* [Work order]
Here is the listing. Report each line in it that contains the string "interface".

* [Record excerpts]
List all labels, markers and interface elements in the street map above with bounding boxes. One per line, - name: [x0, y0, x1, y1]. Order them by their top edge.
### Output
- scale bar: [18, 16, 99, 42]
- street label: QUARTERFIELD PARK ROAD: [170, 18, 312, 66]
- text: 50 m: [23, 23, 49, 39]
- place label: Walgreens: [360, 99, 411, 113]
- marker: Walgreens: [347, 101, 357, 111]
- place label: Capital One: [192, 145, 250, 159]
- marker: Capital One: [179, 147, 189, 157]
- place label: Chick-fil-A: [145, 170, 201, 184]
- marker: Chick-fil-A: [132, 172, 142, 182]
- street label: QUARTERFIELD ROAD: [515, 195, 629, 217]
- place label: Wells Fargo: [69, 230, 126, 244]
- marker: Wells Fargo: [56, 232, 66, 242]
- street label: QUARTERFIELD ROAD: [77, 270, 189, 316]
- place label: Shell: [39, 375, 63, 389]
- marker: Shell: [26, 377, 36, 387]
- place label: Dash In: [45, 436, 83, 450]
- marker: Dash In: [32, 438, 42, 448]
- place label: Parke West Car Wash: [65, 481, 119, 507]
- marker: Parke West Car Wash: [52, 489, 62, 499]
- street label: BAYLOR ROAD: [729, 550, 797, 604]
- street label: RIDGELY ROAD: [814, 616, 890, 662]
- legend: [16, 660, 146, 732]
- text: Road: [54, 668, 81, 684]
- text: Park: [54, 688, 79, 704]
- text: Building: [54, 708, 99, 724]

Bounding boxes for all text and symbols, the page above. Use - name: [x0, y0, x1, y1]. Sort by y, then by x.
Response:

==

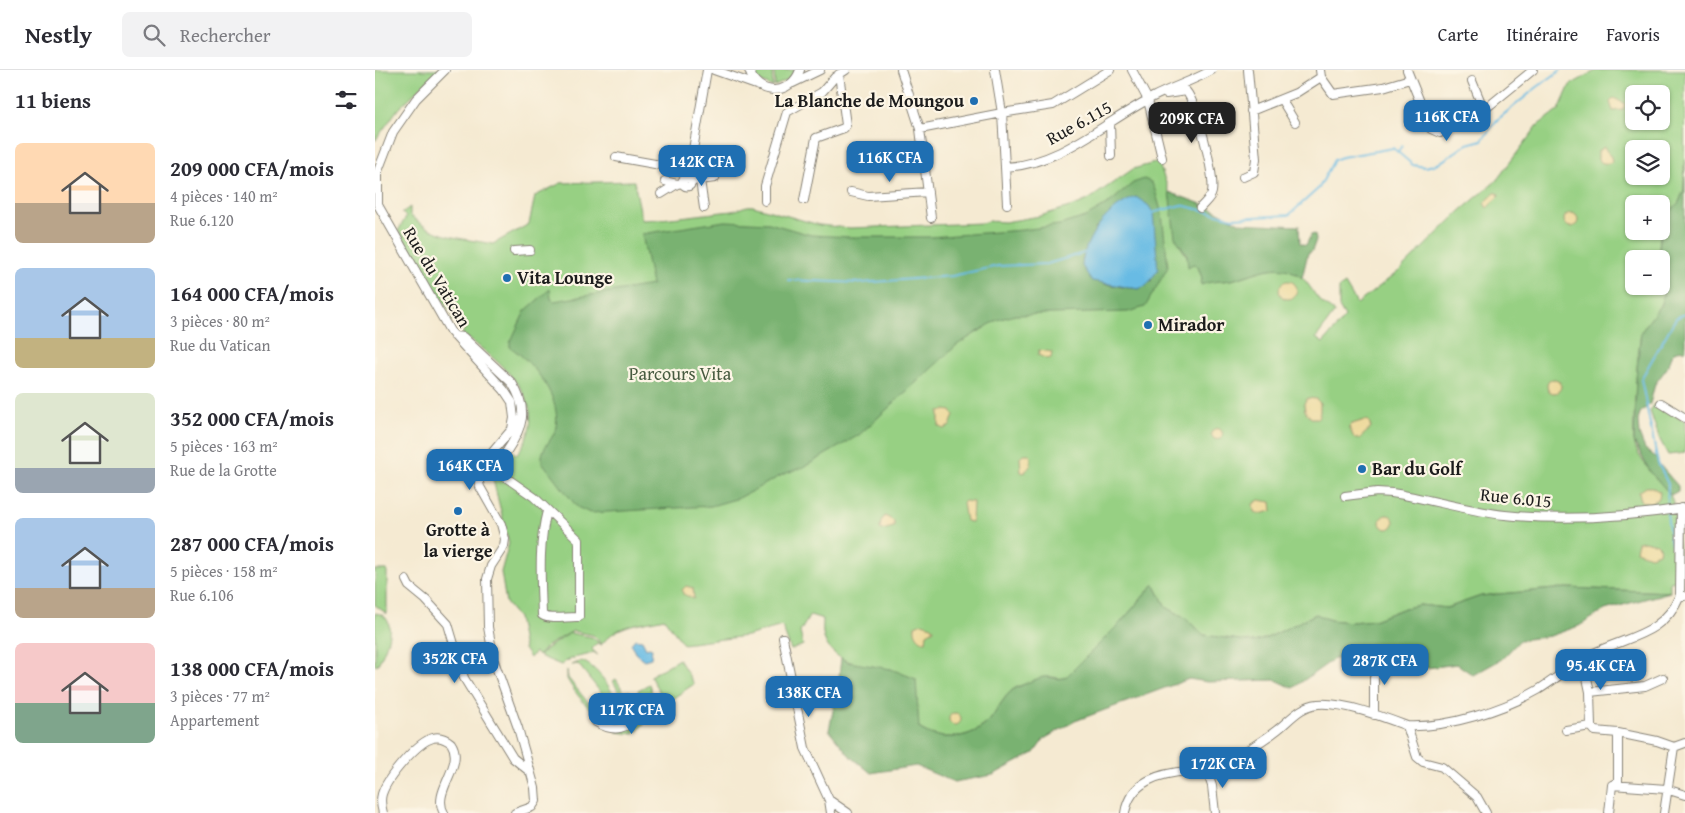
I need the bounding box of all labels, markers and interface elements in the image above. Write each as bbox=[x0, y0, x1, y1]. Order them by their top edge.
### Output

* [Solved problem]
List all labels, markers and interface elements in the street map above with bounding boxes. One per line, - name: [x0, y0, x1, y1]. Order them by their top edge.
I need the bounding box of all labels, markers and interface elements in the image above. Write each as bbox=[x0, y0, x1, y1]. Order them by their top edge.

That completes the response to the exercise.